LO SANNO BENE gli studenti tunisini a cui lo scorso autunno l’ambasciata italiana ha rifiutato il visto di studio necessario per frequentare un ateneo in Italia. In passato per il visto bastava presentare i documenti richiesti, tra cui la preiscrizione a un’università, la prova di avere almeno seimila euro sul conto e un attestato di lingua di livello B2.

Dallo scorso anno la procedura di rilascio è diventata molto più complessa, a causa dell’introduzione di un colloquio obbligatorio. Le modalità di questa sorta di esame orale non sono specificate da nessuna parte e la stessa ambasciata ha confermato che in passato era opzionale. È stato poi esteso a tutti i richiedenti alla luce dell’aumentato flusso migratorio dalla Tunisia.
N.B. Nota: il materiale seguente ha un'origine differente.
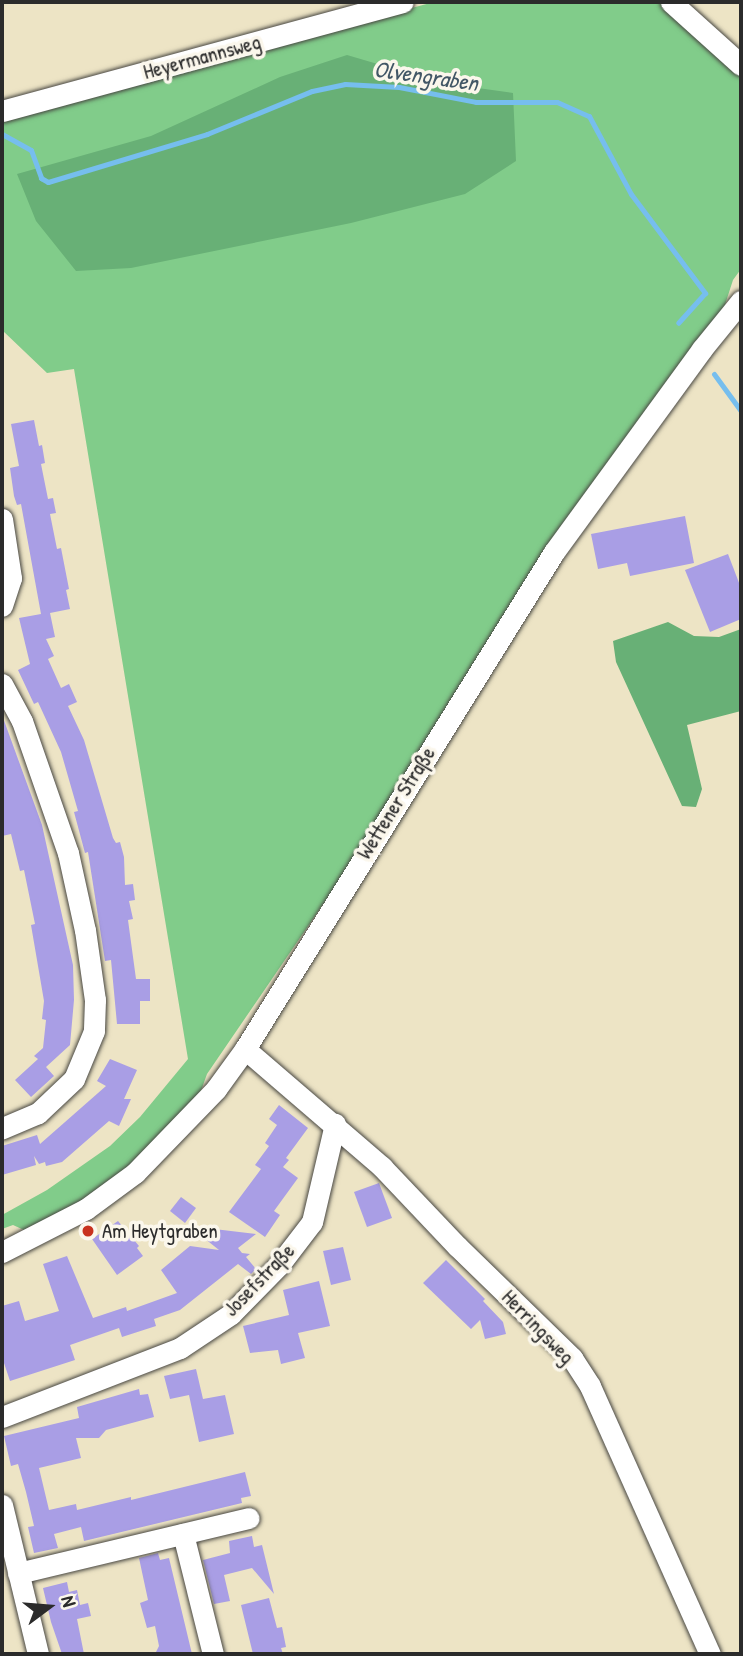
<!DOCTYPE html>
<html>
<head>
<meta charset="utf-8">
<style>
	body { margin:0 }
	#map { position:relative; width:743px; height:1656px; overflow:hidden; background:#ede4c5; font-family:"Patrick Hand",sans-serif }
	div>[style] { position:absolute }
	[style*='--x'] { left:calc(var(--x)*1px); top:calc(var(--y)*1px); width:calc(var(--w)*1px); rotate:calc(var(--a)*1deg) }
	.green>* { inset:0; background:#81cc8a }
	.forest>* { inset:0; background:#68b076 }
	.stream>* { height:5px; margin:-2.5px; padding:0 2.5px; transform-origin:2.5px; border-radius:2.5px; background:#76beee }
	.building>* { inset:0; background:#a99ee5 }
	.roads { filter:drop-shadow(0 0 2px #484742) drop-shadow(0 0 2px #484742) }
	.minor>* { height:21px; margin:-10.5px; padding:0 10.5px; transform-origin:10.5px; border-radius:10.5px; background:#fff }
	.dots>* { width:19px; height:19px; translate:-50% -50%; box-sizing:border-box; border:4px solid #fbf7ec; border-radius:50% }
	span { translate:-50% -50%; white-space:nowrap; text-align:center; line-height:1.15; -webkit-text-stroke:7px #fbf7ec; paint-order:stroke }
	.street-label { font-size:21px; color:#2b2b2b }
	.poi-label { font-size:21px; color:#2b2b2b }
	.left { translate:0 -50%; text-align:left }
	.water-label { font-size:23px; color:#425766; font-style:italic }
	.frame { position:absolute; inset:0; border:4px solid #2b2b2b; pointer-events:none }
	.north { position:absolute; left:14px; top:1572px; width:70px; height:70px; -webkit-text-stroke:5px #fbf7ec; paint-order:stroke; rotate:74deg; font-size:19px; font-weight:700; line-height:28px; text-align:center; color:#2b2b2b }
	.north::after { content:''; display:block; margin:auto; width:24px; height:32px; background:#2b2b2b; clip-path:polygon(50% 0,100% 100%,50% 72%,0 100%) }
</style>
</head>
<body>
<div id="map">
	<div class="green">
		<i style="clip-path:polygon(434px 2px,662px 2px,741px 73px,741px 269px,733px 280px,709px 354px,578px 531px,207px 1074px,198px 1099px,132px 1164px,82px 1202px,24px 1230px,13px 1225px,2px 1229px,2px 1215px,47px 1190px,110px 1146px,140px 1117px,188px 1059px,74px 369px,47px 373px,2px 330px,2px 118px)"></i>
	</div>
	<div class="forest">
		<i style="clip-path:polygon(347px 55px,442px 83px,513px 93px,516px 161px,465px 194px,351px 223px,131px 268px,76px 271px,36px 221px,17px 174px,151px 136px,280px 77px)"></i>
		<i style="clip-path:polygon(668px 622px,694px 636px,719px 637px,741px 629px,741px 711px,687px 725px,702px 789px,696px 807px,682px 806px,616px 662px,613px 641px)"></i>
	</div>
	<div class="stream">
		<i style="--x:2;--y:134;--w:33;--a:29"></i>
		<i style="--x:31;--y:150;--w:30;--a:70"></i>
		<i style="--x:41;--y:178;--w:8;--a:30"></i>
		<i style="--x:48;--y:182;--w:166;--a:-16.8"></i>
		<i style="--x:207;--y:134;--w:113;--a:-22.3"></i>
		<i style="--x:312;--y:91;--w:34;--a:-12"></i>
		<i style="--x:345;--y:84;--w:54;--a:3.2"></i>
		<i style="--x:399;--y:87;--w:78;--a:11"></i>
		<i style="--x:476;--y:102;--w:81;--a:0"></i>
		<i style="--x:557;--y:102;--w:35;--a:24"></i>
		<i style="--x:589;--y:116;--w:89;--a:61.7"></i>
		<i style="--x:631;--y:194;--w:124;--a:53.2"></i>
		<i style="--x:705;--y:293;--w:40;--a:132"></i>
		<i style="--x:714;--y:374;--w:46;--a:53.9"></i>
	</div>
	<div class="building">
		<i style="clip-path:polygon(34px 420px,39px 446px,42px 445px,45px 463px,41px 464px,48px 499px,53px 498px,56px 513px,50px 514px,57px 549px,61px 548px,69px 589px,66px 590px,70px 609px,50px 613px,55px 637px,46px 639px,54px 656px,48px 659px,61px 688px,69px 684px,77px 702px,68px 706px,84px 740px,113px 838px,116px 843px,120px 842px,124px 857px,125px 885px,133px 884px,135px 900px,129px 901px,133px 919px,128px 920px,136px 979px,150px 979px,150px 1001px,140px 1001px,140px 1024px,117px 1024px,111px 960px,105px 961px,88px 852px,85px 853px,74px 812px,78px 811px,61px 752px,38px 702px,34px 704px,18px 670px,30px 664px,19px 618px,41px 614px,21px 504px,17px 505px,14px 496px,10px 468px,19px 466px,11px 424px)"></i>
		<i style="clip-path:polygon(685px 516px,694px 563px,630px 576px,627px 563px,598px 569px,591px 534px)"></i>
		<i style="clip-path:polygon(728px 554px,741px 588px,741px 619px,710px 632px,685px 570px)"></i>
		<i style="clip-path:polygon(2px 715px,42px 825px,73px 965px,74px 1000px,70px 1045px,46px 1067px,54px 1076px,31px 1097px,15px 1080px,38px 1059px,34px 1056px,43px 1048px,46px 1020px,42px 1019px,44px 1001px,31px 925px,35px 924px,24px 870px,20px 871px,11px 834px,2px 836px)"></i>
		<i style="clip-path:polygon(110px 1059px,137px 1070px,124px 1099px,131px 1099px,119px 1126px,109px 1121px,62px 1162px,46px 1166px,45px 1162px,39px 1164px,34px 1156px,36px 1165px,2px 1175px,2px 1146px,37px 1135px,40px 1144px,106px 1086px,97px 1081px)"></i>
		<i style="clip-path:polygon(279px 1105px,308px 1128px,286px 1158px,289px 1160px,283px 1167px,298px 1178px,274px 1211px,280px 1215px,265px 1237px,229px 1212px,261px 1169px,255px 1165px,269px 1146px,265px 1143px,277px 1125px,269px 1119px)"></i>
		<i style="clip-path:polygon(379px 1183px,392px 1218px,367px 1227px,354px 1192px)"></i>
		<i style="clip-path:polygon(181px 1197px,196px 1208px,185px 1223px,170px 1211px)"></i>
		<i style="clip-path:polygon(118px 1221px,139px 1246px,137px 1248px,143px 1256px,117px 1275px,92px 1239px)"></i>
		<i style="clip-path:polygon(189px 1226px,256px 1234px,238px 1248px,242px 1253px,250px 1254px,246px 1257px,256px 1269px,251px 1274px,238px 1264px,180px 1310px,154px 1319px,156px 1326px,122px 1337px,119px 1328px,70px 1345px,75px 1360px,10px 1381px,2px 1357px,2px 1306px,19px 1301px,25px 1321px,59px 1311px,43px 1264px,67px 1256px,93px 1318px,126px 1307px,127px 1311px,177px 1293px,161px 1270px,190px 1246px,219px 1250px)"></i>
		<i style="clip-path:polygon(343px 1247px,351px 1280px,331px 1285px,323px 1251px)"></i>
		<i style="clip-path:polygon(446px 1260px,485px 1299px,483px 1301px,503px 1322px,506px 1334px,485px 1339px,480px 1320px,471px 1329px,423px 1283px)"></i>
		<i style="clip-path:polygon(319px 1281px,330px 1326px,298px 1333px,305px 1358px,281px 1364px,278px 1350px,250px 1353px,243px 1326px,289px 1315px,283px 1290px)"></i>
		<i style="clip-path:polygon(196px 1369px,203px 1399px,225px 1395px,234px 1434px,199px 1442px,189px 1395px,170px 1399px,164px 1376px)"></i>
		<i style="clip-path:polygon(139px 1389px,140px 1395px,148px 1394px,154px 1417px,106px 1430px,99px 1438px,76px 1438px,81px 1458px,39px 1468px,49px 1510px,76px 1504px,77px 1510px,131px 1497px,131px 1500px,245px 1472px,251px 1496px,241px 1498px,242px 1503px,84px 1541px,81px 1527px,54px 1534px,58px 1548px,34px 1553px,28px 1527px,34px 1526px,26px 1492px,18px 1464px,11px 1466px,4px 1436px,79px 1418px,77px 1407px)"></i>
		<i style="clip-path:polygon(252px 1536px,254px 1547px,262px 1545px,274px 1594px,252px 1568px,224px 1575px,230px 1601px,214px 1604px,203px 1560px,230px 1553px,229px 1541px)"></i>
		<i style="clip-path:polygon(158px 1553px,160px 1560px,169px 1558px,192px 1654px,155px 1654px,159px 1646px,155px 1626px,147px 1628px,140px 1603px,148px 1600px,139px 1558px)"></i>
		<i style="clip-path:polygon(67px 1582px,69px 1592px,77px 1590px,80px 1605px,88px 1603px,91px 1616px,77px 1619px,84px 1654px,62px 1654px,51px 1622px,43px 1588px)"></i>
		<i style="clip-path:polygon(269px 1598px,277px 1628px,282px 1627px,286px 1647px,281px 1648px,283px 1654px,253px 1654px,241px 1605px)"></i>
	</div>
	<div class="roads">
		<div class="minor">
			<i style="--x:671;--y:2;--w:94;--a:42"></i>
			<i style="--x:2;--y:111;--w:415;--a:-15.2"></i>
			<i style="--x:2;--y:519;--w:60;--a:81.3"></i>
			<i style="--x:11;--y:578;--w:29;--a:108"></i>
			<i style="--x:2;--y:684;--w:42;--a:61.6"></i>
			<i style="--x:22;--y:721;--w:140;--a:70.8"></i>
			<i style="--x:68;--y:853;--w:79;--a:77.6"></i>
			<i style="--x:85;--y:930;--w:71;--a:81.9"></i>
			<i style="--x:95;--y:1000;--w:31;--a:92"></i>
			<i style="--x:94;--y:1031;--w:52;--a:112.6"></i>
			<i style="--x:74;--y:1079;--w:50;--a:136.6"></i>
			<i style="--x:38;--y:1113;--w:39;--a:157"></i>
			<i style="--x:245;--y:1049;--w:181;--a:40.7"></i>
			<i style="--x:382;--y:1167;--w:109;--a:46.5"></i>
			<i style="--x:457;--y:1246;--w:161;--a:44.2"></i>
			<i style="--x:572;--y:1358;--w:33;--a:57"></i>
			<i style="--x:590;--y:1386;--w:294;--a:65.9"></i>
			<i style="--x:2;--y:1252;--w:94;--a:-27.1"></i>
			<i style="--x:86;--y:1209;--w:61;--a:-36.3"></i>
			<i style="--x:135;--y:1173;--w:117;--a:-46"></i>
			<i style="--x:216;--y:1089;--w:49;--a:-54.1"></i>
			<i style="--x:245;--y:1049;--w:585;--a:-58.13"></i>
			<i style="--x:554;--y:552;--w:251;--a:-53.9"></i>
			<i style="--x:702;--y:349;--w:62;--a:-50.9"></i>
			<i style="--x:2;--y:1417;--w:191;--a:-21.2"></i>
			<i style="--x:180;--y:1348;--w:61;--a:-33.7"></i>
			<i style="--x:231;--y:1314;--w:69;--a:-45.6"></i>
			<i style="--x:279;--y:1265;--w:54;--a:-52.5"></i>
			<i style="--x:312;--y:1222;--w:101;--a:-76.8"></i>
			<i style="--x:2;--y:1505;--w:153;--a:76.4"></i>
			<i style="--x:183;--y:1534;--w:124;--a:76"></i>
			<i style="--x:18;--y:1573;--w:237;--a:-13.4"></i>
		</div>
	</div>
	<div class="dots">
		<i style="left:88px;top:1231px;background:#c8321e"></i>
	</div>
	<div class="street-label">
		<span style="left:202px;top:57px;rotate:-15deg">Heyermannsweg</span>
		<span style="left:396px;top:803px;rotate:-58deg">Wettener Straße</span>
		<span style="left:259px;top:1280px;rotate:-46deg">Josefstraße</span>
		<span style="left:538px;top:1327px;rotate:46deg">Herringsweg</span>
	</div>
	<div class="poi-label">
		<span class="left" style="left:102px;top:1231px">Am Heytgraben</span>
	</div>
	<div class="water-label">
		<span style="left:426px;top:76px;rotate:8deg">Olvengraben</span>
	</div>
	<div class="frame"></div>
	<div class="north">N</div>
</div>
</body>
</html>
Sul foglio ufficiale di rifiuto, molti dei giovani «respinti» si sono trovati spiegazioni singolari, come l’età troppo avanzata (non esiste un limite anagrafico per studiare) o la presunta incoerenza con il precedente titolo di studio. «La mia maturità è economia e gestione, poi mi sono laureato in management. È lo stesso campo ma mi hanno detto che c’è un’incoerenza di studi», spiega uno delle centinaia di studenti che hanno preso parte a due proteste lo scorso dicembre per chiedere all’ambasciata di rivedere l’esito del colloquio.

Stando alle parole dei ragazzi, in alcuni casi questo includeva domande inerenti la sfera sentimentale o le posizioni politiche: «Io ho dovuto rispondere a domande come “perché sei separata?” e “dove sono i tuoi figli?”. Mi hanno chiesto anche la mia opinione sulla questione palestinese», riferisce una giovane. L’ambasciata ha però negato, assicurando che il confronto miri solo a verificare l’idoneità dei candidati.

«ABBIAMO manifestato per ottenere un risarcimento, che avrebbe dovuto comprendere il visto, la borsa di studio che non abbiamo potuto chiedere in Italia a causa dei termini ormai trascorsi e il pagamento dell’alloggio universitario che, sempre a causa del ritardo, non abbiamo potuto ottenere – spiega Nidhal Barhoumi, il rappresentante del comitato studentesco – Di fronte alla richiesta di chiarimenti non c’è stata data risposta».

Nel frattempo, chi ancora non ha affrontato il colloquio guardano con timore a quanto successo. Come Chedly Jazzar, che sta investendo in un corso di italiano per ottenere un certificato di lingua fondamentale per il visto: «Vorrei andare in Italia per studiare finanza. Se l’ambasciata dovesse rifiutare, continuerò a provarci finché non ci riuscirò».